Amigos desde o início da década de 1970, os atores Camilla Amado e Marco Nanini enfrentaram o período de isolamento obrigado pela covid-19 se exercitando em leituras de textos teatrais que faziam pela internet, cada um em sua casa. Como era incerta a volta presencial, a dupla decidiu, ao lado do produtor e diretor Fernando Libonati, filmar um dos espetáculos que prometiam encenar juntos depois de passada a pandemia: As Cadeiras, texto escrito em 1952 pelo romeno Eugène Ionesco. E é justamente o fruto dessa filmagem que estreia nesta quinta, 13, no Cine Petra Belas Artes.

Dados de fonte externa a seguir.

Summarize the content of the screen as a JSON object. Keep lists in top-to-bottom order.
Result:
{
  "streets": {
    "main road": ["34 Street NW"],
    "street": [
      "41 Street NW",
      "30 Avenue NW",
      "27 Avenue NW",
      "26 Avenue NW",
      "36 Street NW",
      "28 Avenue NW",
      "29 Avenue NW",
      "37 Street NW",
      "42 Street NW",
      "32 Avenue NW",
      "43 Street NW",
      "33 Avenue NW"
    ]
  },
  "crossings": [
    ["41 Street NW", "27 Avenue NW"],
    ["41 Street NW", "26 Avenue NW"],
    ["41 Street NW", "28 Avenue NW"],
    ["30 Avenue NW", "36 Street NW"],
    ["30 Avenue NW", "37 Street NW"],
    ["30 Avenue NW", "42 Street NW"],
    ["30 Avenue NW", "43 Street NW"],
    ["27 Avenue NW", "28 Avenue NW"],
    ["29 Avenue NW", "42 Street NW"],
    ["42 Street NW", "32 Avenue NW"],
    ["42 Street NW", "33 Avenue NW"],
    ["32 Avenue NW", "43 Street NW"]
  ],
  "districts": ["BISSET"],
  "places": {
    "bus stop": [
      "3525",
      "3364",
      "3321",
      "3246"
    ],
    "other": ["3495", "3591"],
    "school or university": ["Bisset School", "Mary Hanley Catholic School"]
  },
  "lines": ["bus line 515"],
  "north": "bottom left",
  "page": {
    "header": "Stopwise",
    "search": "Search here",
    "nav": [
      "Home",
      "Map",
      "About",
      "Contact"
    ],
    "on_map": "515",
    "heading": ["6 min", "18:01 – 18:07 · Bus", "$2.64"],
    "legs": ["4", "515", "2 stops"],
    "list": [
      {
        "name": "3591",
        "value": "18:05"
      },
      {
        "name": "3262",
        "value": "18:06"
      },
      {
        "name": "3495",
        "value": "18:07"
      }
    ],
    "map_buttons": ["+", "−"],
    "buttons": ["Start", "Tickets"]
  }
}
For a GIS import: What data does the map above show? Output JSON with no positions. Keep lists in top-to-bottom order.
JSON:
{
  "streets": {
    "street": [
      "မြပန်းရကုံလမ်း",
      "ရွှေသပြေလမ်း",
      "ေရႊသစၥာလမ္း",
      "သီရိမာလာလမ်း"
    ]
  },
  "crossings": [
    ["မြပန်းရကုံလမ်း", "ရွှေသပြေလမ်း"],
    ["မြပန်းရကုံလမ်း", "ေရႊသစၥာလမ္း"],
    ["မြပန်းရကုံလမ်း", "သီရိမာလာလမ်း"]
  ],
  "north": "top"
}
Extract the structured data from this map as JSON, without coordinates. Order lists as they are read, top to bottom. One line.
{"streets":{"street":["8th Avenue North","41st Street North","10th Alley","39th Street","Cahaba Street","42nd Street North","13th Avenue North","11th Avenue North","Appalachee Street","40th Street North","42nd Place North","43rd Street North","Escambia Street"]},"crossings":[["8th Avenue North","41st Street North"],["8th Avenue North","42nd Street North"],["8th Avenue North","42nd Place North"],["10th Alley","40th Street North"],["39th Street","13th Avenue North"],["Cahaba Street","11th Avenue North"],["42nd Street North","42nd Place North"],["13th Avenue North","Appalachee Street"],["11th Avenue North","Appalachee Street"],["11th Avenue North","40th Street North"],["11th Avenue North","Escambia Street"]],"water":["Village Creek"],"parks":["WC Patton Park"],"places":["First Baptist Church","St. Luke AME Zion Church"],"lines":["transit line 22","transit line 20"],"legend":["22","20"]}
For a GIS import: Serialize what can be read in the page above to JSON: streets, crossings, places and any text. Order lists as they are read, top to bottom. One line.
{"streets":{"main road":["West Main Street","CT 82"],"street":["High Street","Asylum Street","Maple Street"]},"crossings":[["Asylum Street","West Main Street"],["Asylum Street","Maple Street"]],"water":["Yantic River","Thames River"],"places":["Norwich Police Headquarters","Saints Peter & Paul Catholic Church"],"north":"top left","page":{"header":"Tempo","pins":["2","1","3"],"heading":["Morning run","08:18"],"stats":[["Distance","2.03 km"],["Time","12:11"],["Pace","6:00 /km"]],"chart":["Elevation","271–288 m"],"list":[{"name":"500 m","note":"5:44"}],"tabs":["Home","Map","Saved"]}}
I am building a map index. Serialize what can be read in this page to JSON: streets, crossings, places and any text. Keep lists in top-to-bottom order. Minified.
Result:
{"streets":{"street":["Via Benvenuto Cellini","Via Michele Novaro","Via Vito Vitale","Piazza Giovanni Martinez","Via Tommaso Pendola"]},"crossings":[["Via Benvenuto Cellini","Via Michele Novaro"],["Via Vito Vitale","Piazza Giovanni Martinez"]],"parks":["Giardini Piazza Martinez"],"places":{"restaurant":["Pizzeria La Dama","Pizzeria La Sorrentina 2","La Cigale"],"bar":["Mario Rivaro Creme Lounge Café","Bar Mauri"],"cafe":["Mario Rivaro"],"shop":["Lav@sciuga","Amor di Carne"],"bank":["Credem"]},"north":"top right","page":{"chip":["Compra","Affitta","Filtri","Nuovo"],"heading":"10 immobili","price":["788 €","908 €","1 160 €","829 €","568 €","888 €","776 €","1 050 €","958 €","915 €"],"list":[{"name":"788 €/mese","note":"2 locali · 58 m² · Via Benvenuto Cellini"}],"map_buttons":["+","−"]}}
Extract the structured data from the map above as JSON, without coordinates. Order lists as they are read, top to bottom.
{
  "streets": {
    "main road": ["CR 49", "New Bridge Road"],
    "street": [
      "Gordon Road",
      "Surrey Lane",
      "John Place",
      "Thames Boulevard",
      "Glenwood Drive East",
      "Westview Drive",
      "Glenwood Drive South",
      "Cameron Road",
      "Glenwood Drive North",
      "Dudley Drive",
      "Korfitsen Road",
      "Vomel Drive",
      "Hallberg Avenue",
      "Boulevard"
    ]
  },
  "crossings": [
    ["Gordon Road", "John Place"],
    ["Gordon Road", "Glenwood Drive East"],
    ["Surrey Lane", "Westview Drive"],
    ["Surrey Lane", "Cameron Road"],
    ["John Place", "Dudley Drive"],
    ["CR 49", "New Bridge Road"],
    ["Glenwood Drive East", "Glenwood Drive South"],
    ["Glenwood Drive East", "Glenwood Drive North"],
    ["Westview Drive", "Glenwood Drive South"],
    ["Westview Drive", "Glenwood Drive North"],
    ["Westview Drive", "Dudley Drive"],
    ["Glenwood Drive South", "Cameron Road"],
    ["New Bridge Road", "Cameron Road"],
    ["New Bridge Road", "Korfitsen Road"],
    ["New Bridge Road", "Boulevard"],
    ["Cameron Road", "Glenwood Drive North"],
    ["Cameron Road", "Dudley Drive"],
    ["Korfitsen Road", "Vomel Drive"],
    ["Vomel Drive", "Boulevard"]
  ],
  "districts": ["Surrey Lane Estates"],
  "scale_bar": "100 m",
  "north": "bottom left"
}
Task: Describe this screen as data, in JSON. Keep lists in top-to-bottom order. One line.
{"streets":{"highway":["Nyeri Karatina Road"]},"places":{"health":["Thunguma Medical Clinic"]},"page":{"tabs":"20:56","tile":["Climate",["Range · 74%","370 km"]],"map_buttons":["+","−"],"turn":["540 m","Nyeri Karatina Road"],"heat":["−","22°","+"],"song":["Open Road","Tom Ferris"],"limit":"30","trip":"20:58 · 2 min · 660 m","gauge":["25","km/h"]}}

Trata-se não apenas de um belo exemplo de resistência artística diante de uma adversidade, mas também de um tributo a Camilla, que morreu no ano passado, dias depois de encerrada a filmagem. “Nosso encontro era muito esperado e ela se entregou inteiramente ao papel”, conta Nanini. “Eu olhava para ela e a via em cena.” Sem Camilla, o ator não se sente mais disposto a montar uma encenação no palco. “Era um projeto nosso e, mesmo doente (ela lutava contra um câncer de pâncreas), Camilla foi a grande profissional de sempre.”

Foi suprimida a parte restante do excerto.